Il linguaggio interiore abita costantemente la mente di ognuno di noi. È un dialogo invisibile con noi stessi che compare fin dai primi anni di vita, capace di apparire come un monologo che risuona con la nostra stessa voce, un dibattito tra più posizioni differenti, o talvolta persino un coro o l'interiorizzazione della voce di qualcun altro. Non sappiamo come si origini davvero perché potrebbe essere legato al "problema difficile della coscienza", ma le neuroscienze mostrano che, anche nel silenzio, il cervello parla e ascolta come se lo stesse facendo realmente. Quando questo delicato equilibrio si rompe, quella voce può smettere di sembrarci nostra e, secondo alcune teorie, generare allucinazioni verbali uditive.
Cos’è il linguaggio interno e come si sviluppa il discorso interiore
Quando parliamo di linguaggio interiore intendiamo quella vocina nella testa che è un "parlare senza parlare veramente": il nostro pensiero linguistico. Come si origini veramente non lo sappiamo, ma iniziamo a capire molte cose sul suo sviluppo e sulle dinamiche neurali che lo accompagnano.

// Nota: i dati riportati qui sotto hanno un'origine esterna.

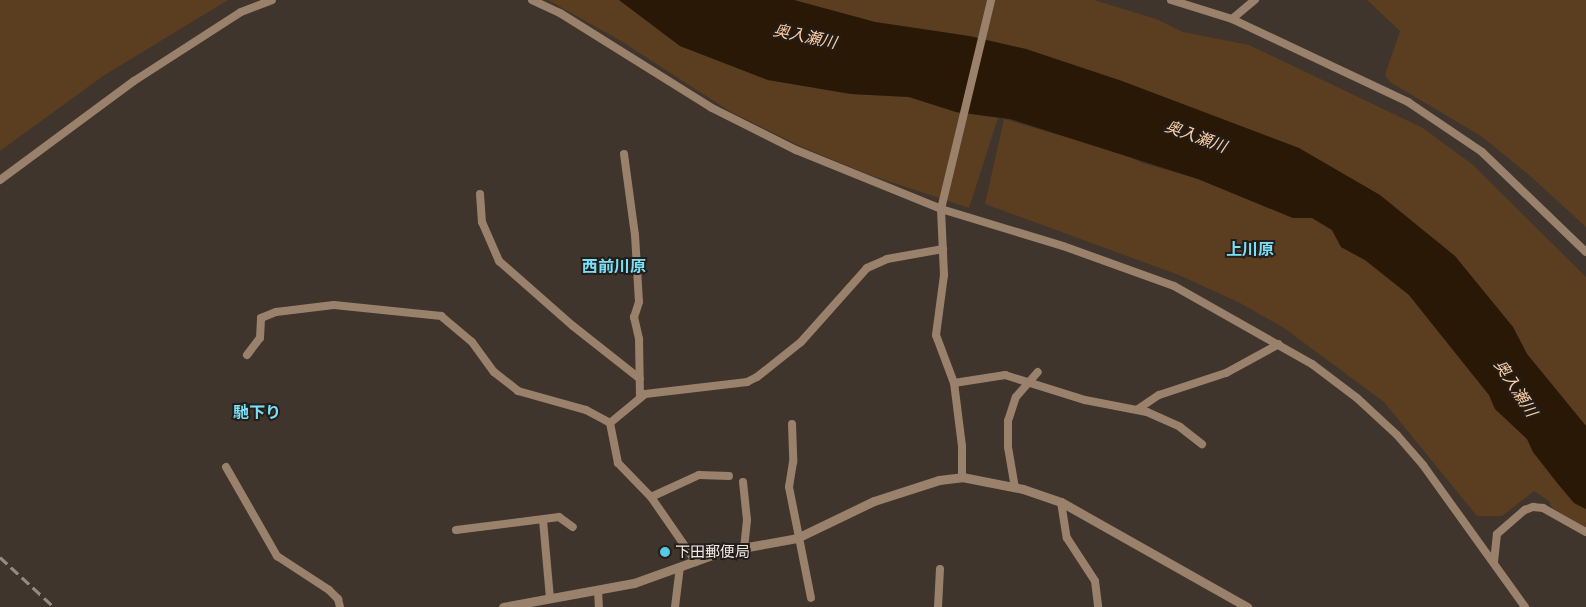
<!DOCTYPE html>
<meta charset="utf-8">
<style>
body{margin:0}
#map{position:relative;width:1586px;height:607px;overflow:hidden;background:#40352c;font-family:"IBM Plex Serif","Noto Sans JP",serif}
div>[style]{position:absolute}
.green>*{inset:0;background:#5b3d20}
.water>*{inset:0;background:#291806}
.minor>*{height:8px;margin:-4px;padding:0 4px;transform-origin:4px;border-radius:4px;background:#9a816b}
.tertiary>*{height:9px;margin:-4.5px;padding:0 4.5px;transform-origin:4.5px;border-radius:4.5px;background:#9a816b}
.rail>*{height:2.5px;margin-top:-1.25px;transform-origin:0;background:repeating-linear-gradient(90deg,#938a83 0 10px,transparent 0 15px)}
.dots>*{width:14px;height:14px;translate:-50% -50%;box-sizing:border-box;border:2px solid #231e1a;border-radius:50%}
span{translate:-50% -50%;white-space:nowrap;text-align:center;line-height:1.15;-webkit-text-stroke:4px #231e1a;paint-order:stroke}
.poi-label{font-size:15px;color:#f1eae4}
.left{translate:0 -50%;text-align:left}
.water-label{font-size:16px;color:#fecfa3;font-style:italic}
.neighbourhood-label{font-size:16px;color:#7ae0f7;font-weight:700}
</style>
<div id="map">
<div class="green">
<i style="clip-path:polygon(0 0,228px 0,103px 76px,0 151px)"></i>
<i style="clip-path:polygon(548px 0,619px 0,680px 46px,768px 80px,851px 94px,909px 97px,956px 112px,998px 118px,969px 208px,870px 175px,802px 147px,731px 112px,621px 41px)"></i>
<i style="clip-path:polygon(794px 0,1094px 0,1156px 19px,1183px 32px,1249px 45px,1423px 128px,1473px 165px,1586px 277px,1586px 426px,1527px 354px,1513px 327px,1299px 148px,1026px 49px,969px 36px,875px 22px)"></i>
<i style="clip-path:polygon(1367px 0,1586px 0,1586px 227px,1528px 174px,1481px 136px,1390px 82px,1385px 75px,1400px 31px)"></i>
<i style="clip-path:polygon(1004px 119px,1124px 154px,1142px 163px,1198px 179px,1293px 218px,1312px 218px,1332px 230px,1341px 247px,1365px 260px,1409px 295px,1489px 395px,1495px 409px,1527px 439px,1533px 452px,1574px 503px,1586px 509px,1586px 528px,1552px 508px,1549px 501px,1534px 491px,1502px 516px,1477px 516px,1384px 402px,1284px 328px,1240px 303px,1179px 275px,985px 204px)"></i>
</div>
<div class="water">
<i style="clip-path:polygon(619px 0,794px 0,875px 22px,969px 36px,1026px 49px,1122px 81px,1299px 148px,1380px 195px,1455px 256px,1513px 327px,1527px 354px,1586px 426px,1586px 509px,1574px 503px,1558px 484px,1533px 452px,1527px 439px,1495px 409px,1489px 395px,1409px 295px,1365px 260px,1341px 247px,1332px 230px,1312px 218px,1293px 218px,1198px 179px,1010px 119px,956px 112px,909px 97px,851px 94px,768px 80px,680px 46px)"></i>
</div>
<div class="minor">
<i style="left:532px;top:0;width:31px;rotate:25deg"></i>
<i style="left:560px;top:13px;width:179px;rotate:32deg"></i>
<i style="left:712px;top:108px;width:94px;rotate:26.6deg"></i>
<i style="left:796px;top:150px;width:157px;rotate:22.1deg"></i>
<i style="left:941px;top:209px;width:127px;rotate:16.9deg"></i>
<i style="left:1063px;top:246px;width:118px;rotate:19.8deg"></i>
<i style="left:1174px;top:286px;width:159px;rotate:29.5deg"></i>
<i style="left:1312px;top:364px;width:56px;rotate:37.1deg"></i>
<i style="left:1357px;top:398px;width:54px;rotate:42.8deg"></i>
<i style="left:1397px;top:435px;width:40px;rotate:49deg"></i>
<i style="left:1423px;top:465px;width:175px;rotate:54.3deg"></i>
<i style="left:1171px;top:0;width:64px;rotate:17.3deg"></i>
<i style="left:1232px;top:19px;width:195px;rotate:25.2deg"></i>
<i style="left:1408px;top:102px;width:89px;rotate:34deg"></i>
<i style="left:1482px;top:152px;width:144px;rotate:43.9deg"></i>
<i style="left:1232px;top:19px;width:30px;rotate:-40deg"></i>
<i style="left:624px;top:154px;width:82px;rotate:82.3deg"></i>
<i style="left:635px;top:235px;width:67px;rotate:86.6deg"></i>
<i style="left:639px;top:302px;width:16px;rotate:108deg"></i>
<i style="left:634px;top:317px;width:23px;rotate:77deg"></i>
<i style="left:639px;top:339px;width:57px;rotate:89deg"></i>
<i style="left:0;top:180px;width:167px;rotate:-36.5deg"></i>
<i style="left:134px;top:81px;width:127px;rotate:-32.8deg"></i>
<i style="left:241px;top:12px;width:33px;rotate:-21deg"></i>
<i style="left:480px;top:194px;width:28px;rotate:86deg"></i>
<i style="left:482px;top:222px;width:43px;rotate:66.4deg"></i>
<i style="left:499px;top:261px;width:98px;rotate:41.3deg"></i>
<i style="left:573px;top:326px;width:85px;rotate:38.3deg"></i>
<i style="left:247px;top:355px;width:21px;rotate:-53deg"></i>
<i style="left:260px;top:338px;width:20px;rotate:-87deg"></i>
<i style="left:261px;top:318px;width:16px;rotate:-22deg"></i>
<i style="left:276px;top:312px;width:58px;rotate:-6.9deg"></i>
<i style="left:334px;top:305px;width:108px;rotate:5.9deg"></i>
<i style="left:441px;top:316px;width:40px;rotate:40deg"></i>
<i style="left:472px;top:342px;width:37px;rotate:54deg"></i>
<i style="left:494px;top:372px;width:31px;rotate:38deg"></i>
<i style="left:518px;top:391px;width:71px;rotate:15.6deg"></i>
<i style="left:586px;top:410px;width:27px;rotate:28deg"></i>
<i style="left:610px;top:423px;width:41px;rotate:78.7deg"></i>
<i style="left:618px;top:463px;width:47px;rotate:45.9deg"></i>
<i style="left:651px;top:497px;width:79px;rotate:55.3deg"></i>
<i style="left:954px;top:383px;width:52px;rotate:-8.9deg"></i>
<i style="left:1005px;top:375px;width:84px;rotate:17.4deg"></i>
<i style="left:1085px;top:400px;width:63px;rotate:11deg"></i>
<i style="left:1147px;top:412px;width:36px;rotate:24deg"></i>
<i style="left:1180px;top:427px;width:28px;rotate:38deg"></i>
<i style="left:1138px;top:409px;width:25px;rotate:-34deg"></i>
<i style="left:1159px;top:395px;width:71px;rotate:-18.2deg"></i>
<i style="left:1226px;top:373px;width:60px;rotate:-28.7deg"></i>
<i style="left:610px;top:423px;width:45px;rotate:-39.6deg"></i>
<i style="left:645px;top:394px;width:103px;rotate:-6.7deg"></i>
<i style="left:747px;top:382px;width:11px;rotate:-27deg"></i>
<i style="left:757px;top:377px;width:56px;rotate:-38.5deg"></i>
<i style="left:801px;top:342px;width:99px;rotate:-48.3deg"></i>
<i style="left:867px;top:268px;width:22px;rotate:-24deg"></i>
<i style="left:887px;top:259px;width:57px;rotate:-10.1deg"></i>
<i style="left:792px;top:424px;width:38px;rotate:88deg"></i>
<i style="left:793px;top:462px;width:25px;rotate:99deg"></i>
<i style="left:789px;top:487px;width:113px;rotate:78.8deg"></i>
<i style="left:226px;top:467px;width:103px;rotate:60.2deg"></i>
<i style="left:277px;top:556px;width:62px;rotate:33.2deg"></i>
<i style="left:329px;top:590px;width:13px;rotate:45deg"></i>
<i style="left:338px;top:599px;width:8px;rotate:76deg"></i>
<i style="left:962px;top:477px;width:31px;rotate:-90deg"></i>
<i style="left:962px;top:446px;width:64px;rotate:-97.2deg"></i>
<i style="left:954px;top:383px;width:51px;rotate:-110.6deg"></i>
<i style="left:936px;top:335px;width:61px;rotate:-82.4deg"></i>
<i style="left:944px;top:275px;width:66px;rotate:-92.6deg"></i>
<i style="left:941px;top:209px;width:215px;rotate:-76.5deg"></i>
<i style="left:743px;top:482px;width:38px;rotate:84deg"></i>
<i style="left:747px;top:520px;width:27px;rotate:96deg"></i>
<i style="left:1015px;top:488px;width:42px;rotate:-99.7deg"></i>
<i style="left:1008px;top:447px;width:26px;rotate:-90deg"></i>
<i style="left:1008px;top:421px;width:25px;rotate:-72deg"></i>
<i style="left:1016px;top:397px;width:33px;rotate:-49deg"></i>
<i style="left:651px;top:497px;width:53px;rotate:-24.6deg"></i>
<i style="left:699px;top:475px;width:30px;rotate:2deg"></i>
<i style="left:1061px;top:502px;width:36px;rotate:81deg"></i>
<i style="left:1067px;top:538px;width:51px;rotate:56.9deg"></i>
<i style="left:1095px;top:581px;width:26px;rotate:83deg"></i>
<i style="left:543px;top:520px;width:79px;rotate:84.9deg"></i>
<i style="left:456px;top:530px;width:104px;rotate:-7.2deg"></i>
<i style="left:559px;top:517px;width:17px;rotate:36deg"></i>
<i style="left:1494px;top:562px;width:28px;rotate:-84deg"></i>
<i style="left:1497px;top:534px;width:37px;rotate:-41deg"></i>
<i style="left:1525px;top:510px;width:9px;rotate:-21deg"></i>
<i style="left:1533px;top:507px;width:10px;rotate:6deg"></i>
<i style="left:1543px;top:508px;width:49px;rotate:29.2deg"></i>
<i style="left:598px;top:590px;width:17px;rotate:87deg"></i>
<i style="left:675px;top:607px;width:39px;rotate:-83deg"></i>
<i style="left:938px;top:607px;width:38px;rotate:-87deg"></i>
</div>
<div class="tertiary">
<i style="left:503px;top:607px;width:133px;rotate:-10.4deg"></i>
<i style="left:634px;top:583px;width:91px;rotate:-19.8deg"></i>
<i style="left:720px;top:552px;width:78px;rotate:-10.3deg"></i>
<i style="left:797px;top:538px;width:85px;rotate:-25.7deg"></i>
<i style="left:874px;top:501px;width:68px;rotate:-17.9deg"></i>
<i style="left:939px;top:480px;width:23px;rotate:-7deg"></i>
<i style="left:962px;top:477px;width:62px;rotate:11.1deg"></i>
<i style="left:1023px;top:489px;width:40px;rotate:18.9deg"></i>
<i style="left:1061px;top:502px;width:214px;rotate:29.4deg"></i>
</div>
<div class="rail">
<i style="left:0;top:557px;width:74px;rotate:42.8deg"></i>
</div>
<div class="dots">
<i style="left:665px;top:552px;background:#57c9e2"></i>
</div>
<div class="poi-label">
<span class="left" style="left:675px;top:552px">下田郵便局</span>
</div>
<div class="water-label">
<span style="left:805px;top:36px;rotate:12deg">奥入瀬川</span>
<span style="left:1196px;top:136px;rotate:20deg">奥入瀬川</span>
<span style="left:1516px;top:388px;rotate:57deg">奥入瀬川</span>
</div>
<div class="neighbourhood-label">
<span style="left:1250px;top:249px">上川原</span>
<span style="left:614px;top:266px">西前川原</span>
<span style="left:257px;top:412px">馳下り</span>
</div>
</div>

Per esempio, sappiamo che molto probabilmente il linguaggio, ben prima di nascere nella nostra testa quando siamo bambini, viene usato come strumento sociale. Vuol dire che, come pensava il famoso psicologo Lev Vygotsky, prima lo usiamo per comunicare con gli altri e solo successivamente lo facciamo nostro, lo interiorizziamo. La fase cruciale di passaggio tra il linguaggio esterno, usato socialmente, e quello interno, sarebbe rappresentata dal "linguaggio privato", quel momento dello sviluppo nel quale i bambini di 2-3 anni parlano a sé stessi ad alta voce mentre sono impegnati in qualche attività solitaria. Dunque, da linguaggio sociale, a linguaggio privato, per arrivare a linguaggio interiore.

Come funziona il linguaggio interiore: la spiegazione neurobiologica
Sul piano neurale, il linguaggio interiore accende gran parte delle aree che sono attive quando parliamo veramente: corteccia frontale inferiore sinistra (compresa la famosa area di Broca); aree premotorie e supplementari per la pianificazione articolatoria; regioni temporali superiori per la rappresentazione fonologica. Non trovate interessante che, pur non muovendo la bocca, la lingua o le corde vocali, siano comunque attive le aree motorie e premotorie del linguaggio? Allo stesso modo, è attiva l'area di Wernicke, quella associata alla comprensione, come se stessimo ascoltando e capendo ciò che noi stessi stiamo dicendo nell'intimo della nostra mente.
Ma le curiosità cerebrali non finiscono qui. Quando il linguaggio interiore ha la forma di un dialogo, quindi presuppone più "voci interiori", si osserva un'attivazione significativamente maggiore in una rete estesa e bilaterale (rispetto al linguaggio interiore fatto a monologo), rete che coinvolge i giri temporali superiori destro e sinistro, aree tipicamente associate a contesti sociali. "Contengo moltitudini", scriveva Walt Whitman, e sembra proprio che non avesse torto.
Quando il meccanismo di inceppa: non riconoscere il proprio linguaggio interiore
Il motivo per il quale il linguaggio interiore non ci spaventa e lo sentiamo come generato da noi, non è così banale come ci verrebbe da pensare («certo che non mi spaventa, è mio!»). Quando generiamo linguaggio interiore, il sistema motorio genera una seconda traccia, una "copia carbone" che invia alle aree uditive, che quindi si trovano pronte a ricevere la voce interiore senza che questa prenda noi stessi di sorpresa: sono state informate per tempo dal sistema motorio che, così facendo, tranquillizza il sistema, facendo etichettare il segnale come auto-generato.
Alle volte, questo meccanismo non funziona a dovere. Quando questo equilibrio si altera, in alcuni casi la voce interna può essere percepita come non auto-generata e contribuire a fenomeni quali le allucinazioni verbali uditive: in pratica il sistema si "sorprende" della presenza di una voce interiore. Tuttavia le evidenze su meccanismi neurali specifici sono ancora miste e non spiegano tutti i casi.